3. Calculate the probability of having dinner with his mother: Marvin can have dinner with his mother only when he goes uptown. Since the probability of going uptown is 0.5, the probability of having dinner with his mother is also 0.5.
4. Determine the probability of having dinner with his mother twice in 20 working days: This probability can be calculated using the binomial probability formula.
Let's assume the probability of having dinner with his mother on any given working day is p = 0.5.
The probability of having dinner with his mother twice in 20 working days can be calculated as:
P(X = 2) = (20 choose 2) * (0.5)² * (0.5)⁽²⁰⁻²⁾
where (20 choose 2) represents the number of ways to choose 2 out of 20 working days.
P(X = 2) = 190 * (0.5)²* (0.5)¹⁸ ≈ 0.0537
Therefore, the probability of having dinner with his mother twice in 20 working days is approximately 0.0537 or 5.37%.
We can see from the computation above that the likelihood of eating supper with his mother is 0.5, as Marvin asserts. However, eating supper with her twice in 20 working days is just about 5.37% likely. As a result, based on random subway choices, Marvin is statistically unlikely to have dinner with his mother on a regular basis.

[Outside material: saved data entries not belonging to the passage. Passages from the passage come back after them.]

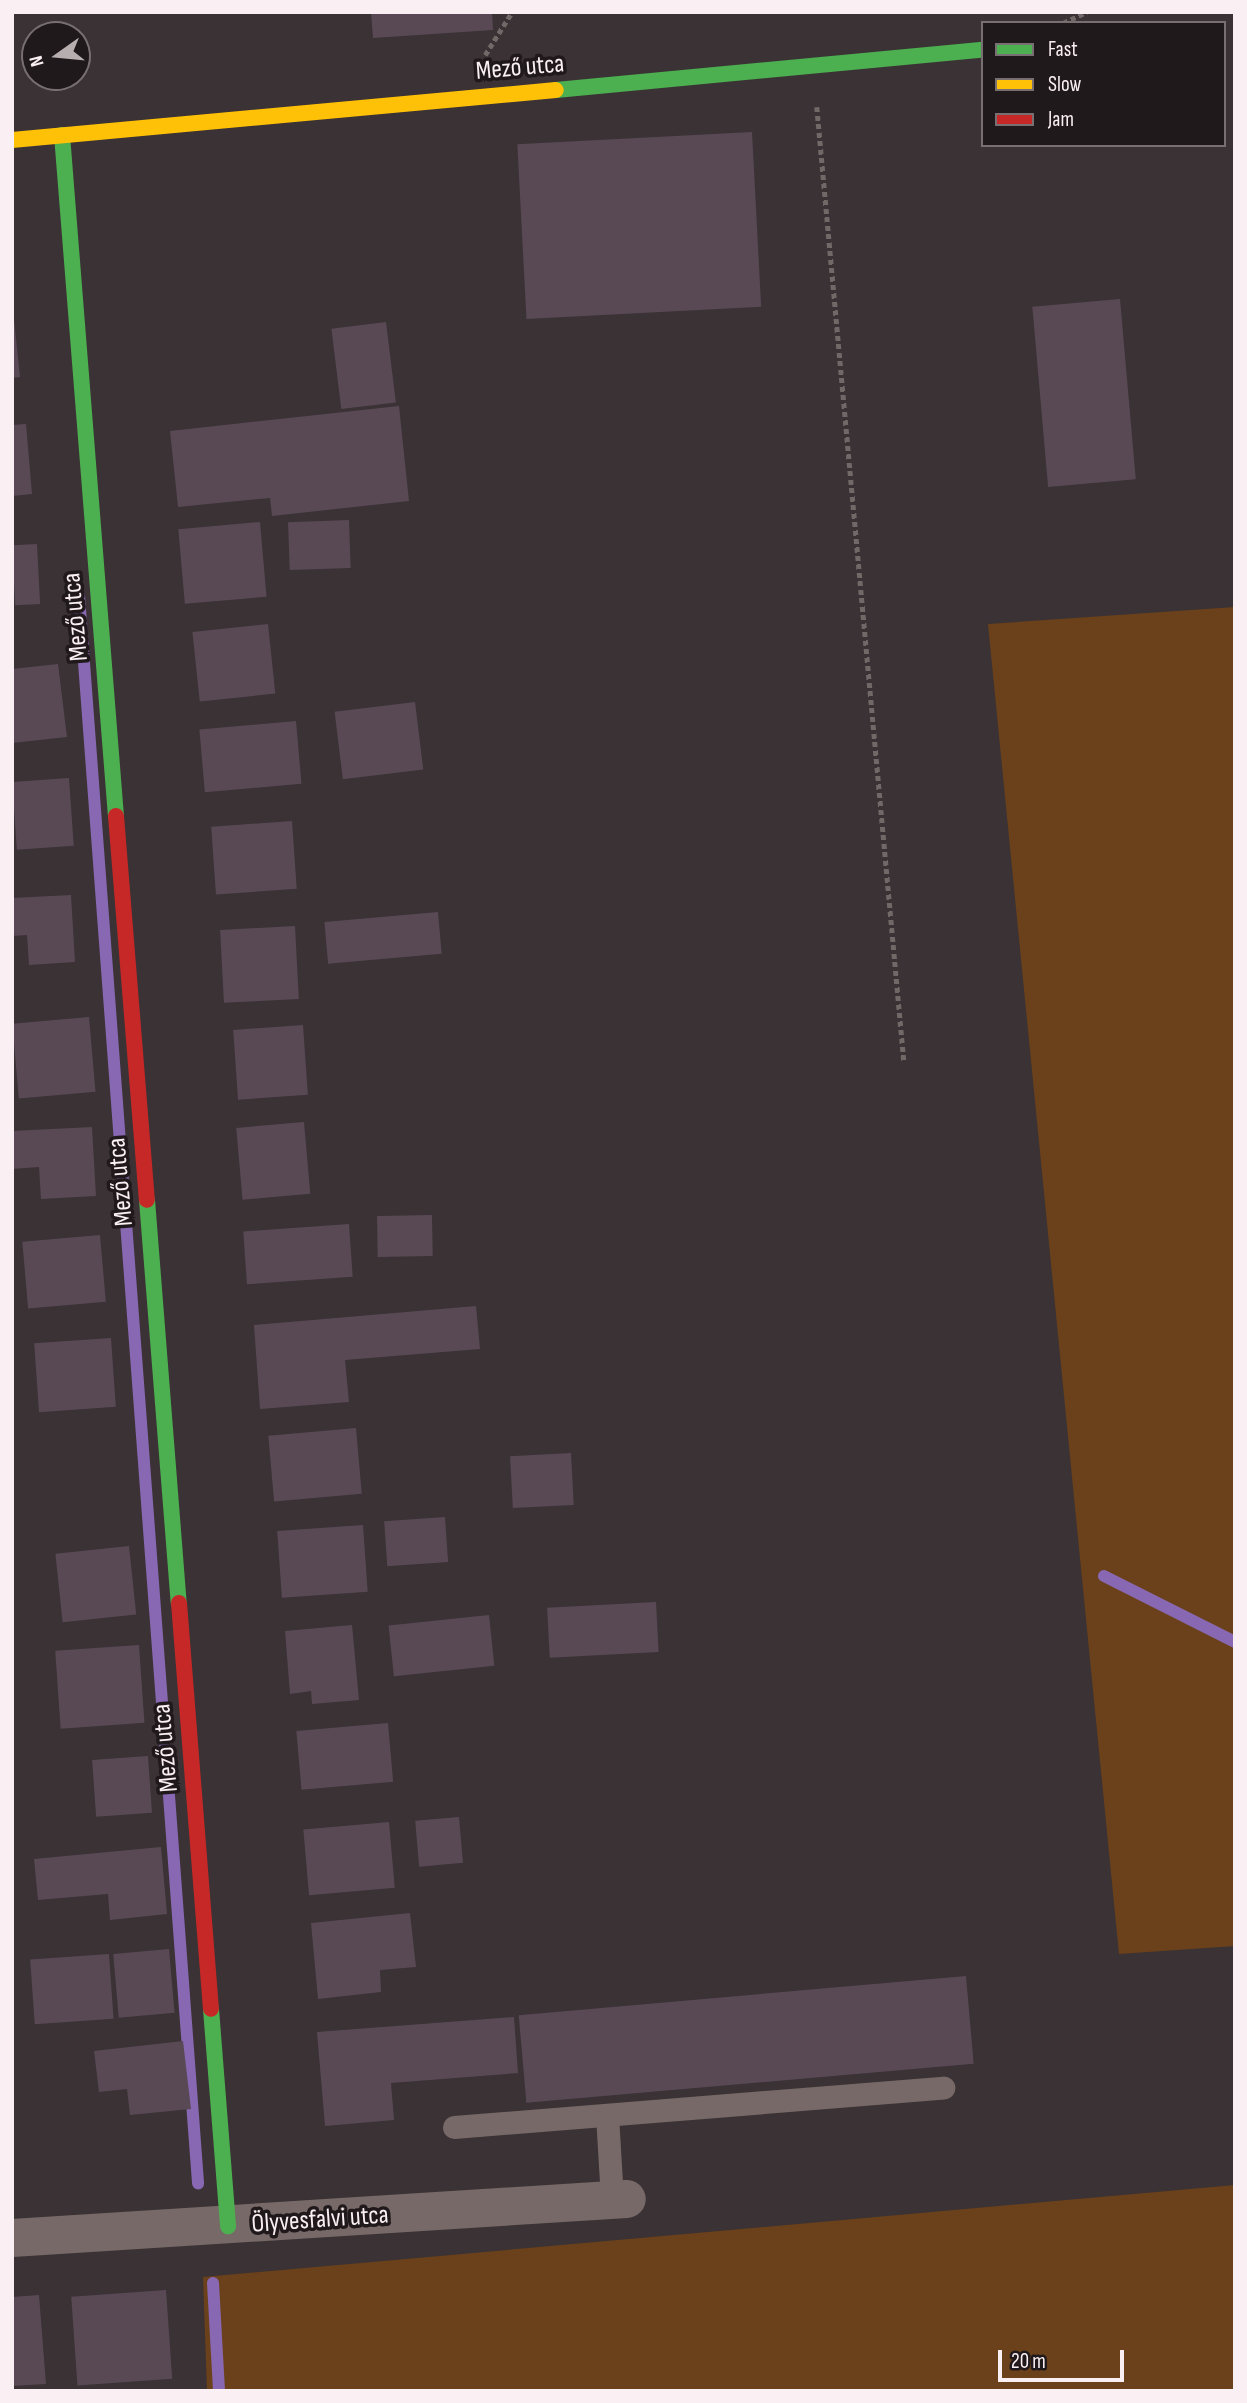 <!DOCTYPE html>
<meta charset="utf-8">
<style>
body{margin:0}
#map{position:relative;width:1247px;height:2403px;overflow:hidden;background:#3a3234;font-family:"Sofia Sans Condensed",sans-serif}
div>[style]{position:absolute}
.green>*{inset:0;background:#6a411b}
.stream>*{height:12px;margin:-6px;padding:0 6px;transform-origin:6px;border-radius:6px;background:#8868b2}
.building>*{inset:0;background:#594955;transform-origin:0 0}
.path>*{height:4.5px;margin-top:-2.25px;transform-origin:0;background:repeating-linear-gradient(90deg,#736868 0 5px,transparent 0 8.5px)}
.lane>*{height:23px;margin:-11.5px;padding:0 11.5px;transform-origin:11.5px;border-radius:11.5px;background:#776967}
.street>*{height:38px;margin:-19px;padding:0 19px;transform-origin:19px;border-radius:19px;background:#776967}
.fast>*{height:16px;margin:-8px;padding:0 8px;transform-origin:8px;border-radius:8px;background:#4caf50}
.slow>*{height:16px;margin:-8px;padding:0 8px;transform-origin:8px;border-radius:8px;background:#ffc107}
.jam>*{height:16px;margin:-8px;padding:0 8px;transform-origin:8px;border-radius:8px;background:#c62828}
span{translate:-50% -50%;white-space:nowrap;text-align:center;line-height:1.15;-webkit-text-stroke:7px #20191b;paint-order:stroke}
.street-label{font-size:26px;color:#faf0f3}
.frame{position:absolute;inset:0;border:14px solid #faf0f3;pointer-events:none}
.legend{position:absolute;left:981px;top:21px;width:245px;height:126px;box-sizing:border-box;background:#20191b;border:2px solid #776f71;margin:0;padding:9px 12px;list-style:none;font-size:21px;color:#faf0f3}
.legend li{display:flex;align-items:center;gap:14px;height:35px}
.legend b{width:35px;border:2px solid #776f71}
.north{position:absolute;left:21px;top:21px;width:70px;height:70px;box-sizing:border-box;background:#20191b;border:2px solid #776f71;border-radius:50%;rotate:255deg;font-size:19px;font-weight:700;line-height:28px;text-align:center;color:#faf0f3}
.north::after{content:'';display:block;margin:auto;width:24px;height:32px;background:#b7aeb0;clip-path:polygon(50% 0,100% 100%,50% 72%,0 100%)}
.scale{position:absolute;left:998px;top:2350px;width:126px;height:32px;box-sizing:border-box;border:4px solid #faf0f3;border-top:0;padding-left:9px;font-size:21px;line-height:24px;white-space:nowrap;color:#faf0f3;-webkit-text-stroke:5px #20191b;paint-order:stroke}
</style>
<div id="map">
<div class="green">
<div style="clip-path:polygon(1235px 607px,1235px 1946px,1119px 1954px,988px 624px)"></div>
<div style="clip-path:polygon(1235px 2185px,1235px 2391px,207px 2391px,203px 2277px)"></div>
</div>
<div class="stream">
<div style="left:79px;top:596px;width:1592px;rotate:85.71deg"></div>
<div style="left:1104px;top:1576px;width:147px;rotate:26.7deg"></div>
<div style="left:213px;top:2283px;width:108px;rotate:86.8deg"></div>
</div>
<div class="building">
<div style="clip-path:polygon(371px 12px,492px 12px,493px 30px,373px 38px)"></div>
<div style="left:752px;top:132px;width:175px;height:235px;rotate:87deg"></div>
<div style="left:1120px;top:299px;width:181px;height:88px;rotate:85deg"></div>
<div style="clip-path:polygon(14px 319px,20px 377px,12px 378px,12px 320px)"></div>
<div style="left:386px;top:322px;width:81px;height:55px;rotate:83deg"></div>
<div style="clip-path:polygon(399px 406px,409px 501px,272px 516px,270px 498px,178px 507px,170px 431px)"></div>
<div style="clip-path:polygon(26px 424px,32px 494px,12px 496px,12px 425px)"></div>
<div style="left:349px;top:520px;width:48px;height:61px;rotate:88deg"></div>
<div style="left:260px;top:522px;width:75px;height:82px;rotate:85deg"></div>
<div style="left:37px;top:544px;width:60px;height:25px;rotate:87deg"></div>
<div style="left:268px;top:624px;width:70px;height:76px;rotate:84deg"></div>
<div style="clip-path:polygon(58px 664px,67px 737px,12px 743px,12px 669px)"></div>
<div style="left:415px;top:702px;width:68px;height:81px;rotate:83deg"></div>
<div style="left:296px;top:721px;width:63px;height:97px;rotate:85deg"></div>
<div style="left:69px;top:778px;width:68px;height:57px;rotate:86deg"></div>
<div style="left:292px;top:821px;width:68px;height:81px;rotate:86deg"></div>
<div style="clip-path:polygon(71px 895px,75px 962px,29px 965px,27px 935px,12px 936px,12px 898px)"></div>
<div style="left:438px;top:912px;width:42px;height:114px;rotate:85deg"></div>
<div style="left:295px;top:926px;width:73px;height:75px;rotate:87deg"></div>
<div style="left:89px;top:1017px;width:75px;height:77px;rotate:85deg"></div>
<div style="left:303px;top:1025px;width:70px;height:70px;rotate:86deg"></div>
<div style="left:304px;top:1122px;width:72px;height:68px;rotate:85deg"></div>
<div style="clip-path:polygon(92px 1127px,96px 1196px,41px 1199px,39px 1167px,12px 1169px,12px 1131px)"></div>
<div style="left:432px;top:1215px;width:41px;height:55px;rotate:89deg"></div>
<div style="left:349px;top:1224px;width:53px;height:106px;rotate:86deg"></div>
<div style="left:100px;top:1235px;width:67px;height:78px;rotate:85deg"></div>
<div style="clip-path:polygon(476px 1306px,480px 1349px,345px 1360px,349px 1402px,260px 1409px,254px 1325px)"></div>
<div style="left:111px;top:1338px;width:69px;height:77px;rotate:86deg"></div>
<div style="left:356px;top:1428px;width:66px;height:88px;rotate:85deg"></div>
<div style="left:571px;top:1453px;width:52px;height:61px;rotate:87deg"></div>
<div style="left:445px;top:1517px;width:45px;height:61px;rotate:86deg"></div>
<div style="left:363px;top:1525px;width:67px;height:86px;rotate:86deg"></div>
<div style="left:129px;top:1546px;width:69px;height:74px;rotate:84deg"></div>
<div style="left:656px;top:1602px;width:50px;height:109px;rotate:87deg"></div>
<div style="left:489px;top:1615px;width:51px;height:101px;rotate:84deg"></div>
<div style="clip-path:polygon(352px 1625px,359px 1700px,312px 1704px,311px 1691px,290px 1694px,285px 1631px)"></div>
<div style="left:139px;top:1645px;width:78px;height:84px;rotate:86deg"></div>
<div style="left:388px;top:1723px;width:59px;height:92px;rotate:85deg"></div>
<div style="left:148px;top:1756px;width:57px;height:56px;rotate:86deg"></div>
<div style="left:459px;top:1817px;width:46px;height:44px;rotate:85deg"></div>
<div style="left:389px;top:1822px;width:66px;height:86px;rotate:85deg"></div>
<div style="clip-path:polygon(161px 1847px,167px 1914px,110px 1920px,108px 1894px,38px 1900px,34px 1859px)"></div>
<div style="clip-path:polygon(410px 1913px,416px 1967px,380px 1970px,381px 1992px,318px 1999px,311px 1923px)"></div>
<div style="left:169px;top:1949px;width:64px;height:56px;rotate:85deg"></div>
<div style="left:109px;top:1954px;width:65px;height:79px;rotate:86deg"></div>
<div style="left:966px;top:1976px;width:88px;height:449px;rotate:85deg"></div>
<div style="clip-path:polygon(514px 2017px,518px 2073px,391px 2083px,394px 2120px,325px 2126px,317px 2032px)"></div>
<div style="clip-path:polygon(183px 2041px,191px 2109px,130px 2115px,127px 2089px,99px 2092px,94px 2051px)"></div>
<div style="left:166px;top:2290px;width:89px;height:95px;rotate:86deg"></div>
<div style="clip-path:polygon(39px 2295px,46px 2384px,12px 2386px,12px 2297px)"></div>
</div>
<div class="path">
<div style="left:1063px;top:23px;width:26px;rotate:-25deg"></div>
<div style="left:485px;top:55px;width:51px;rotate:-57.9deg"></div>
<div style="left:817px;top:107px;width:958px;rotate:84.79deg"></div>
</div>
<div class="lane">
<div style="left:607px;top:2115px;width:85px;rotate:86.6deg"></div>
<div style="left:454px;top:2127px;width:491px;rotate:-4.6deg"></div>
</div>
<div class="street">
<div style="left:12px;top:2238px;width:616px;rotate:-3.63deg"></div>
</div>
<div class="fast">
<div style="left:556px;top:90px;width:429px;rotate:-5.4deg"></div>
<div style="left:62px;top:135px;width:683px;rotate:85.47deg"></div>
<div style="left:147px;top:1200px;width:404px;rotate:85.5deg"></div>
<div style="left:211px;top:2009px;width:218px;rotate:85.5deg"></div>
</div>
<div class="slow">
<div style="left:12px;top:140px;width:546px;rotate:-5.25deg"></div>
</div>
<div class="jam">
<div style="left:116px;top:816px;width:385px;rotate:85.4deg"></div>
<div style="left:179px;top:1603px;width:407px;rotate:85.5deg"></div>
</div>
<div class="street-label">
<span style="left:520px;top:68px;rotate:-5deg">Mező utca</span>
<span style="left:76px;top:617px;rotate:-95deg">Mező utca</span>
<span style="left:121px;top:1182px;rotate:-95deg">Mező utca</span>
<span style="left:166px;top:1748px;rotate:-95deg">Mező utca</span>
<span style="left:320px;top:2220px;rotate:-4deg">Ölyvesfalvi utca</span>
</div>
<div class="frame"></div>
<ul class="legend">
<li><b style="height:9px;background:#4caf50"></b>Fast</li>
<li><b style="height:9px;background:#ffc107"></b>Slow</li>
<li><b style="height:9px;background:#c62828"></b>Jam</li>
</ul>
<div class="north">N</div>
<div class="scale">20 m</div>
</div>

Your question is incomplete, but most probably the full question was:
Can you solve the problem of "The Unfair Subway"?
Marvin gets off work at random times between 3 and 5 p.m. His mother lives uptown, his gi`rlfriend downtown. He takes the first subway that comes in either direction and eats dinner with the one he is delivered to. His mother complains that he never comes to see her, but he says she has a 50-50 chance. He has had dinner with her twice in the last 20 working days. Explain.
Marvin's adventures in probability are one of the fifty intriguing puzzles that illustrate both elementary ad advanced aspects of probability, each problem designed to challenge the mathematically inclined. From "The Flippant Juror" and "The Prisoner's Dilemma" to "The Cliffhanger" and "The Clumsy Chemist," they provide an ideal supplement for all who enjoy the stimulating fun of mathematics. Professor Frederick Mosteller, who teaches statistics at Harvard University, has chosen the problems for originality, general interest, or because they demonstrate valuable techniques.
In addition, the problems are graded as to difficulty and many have considerable stature. Indeed, one has "enlivened the research lives of many excellent mathematicians."
Detailed solutions are included. There is every probability you'll need at least a few of them.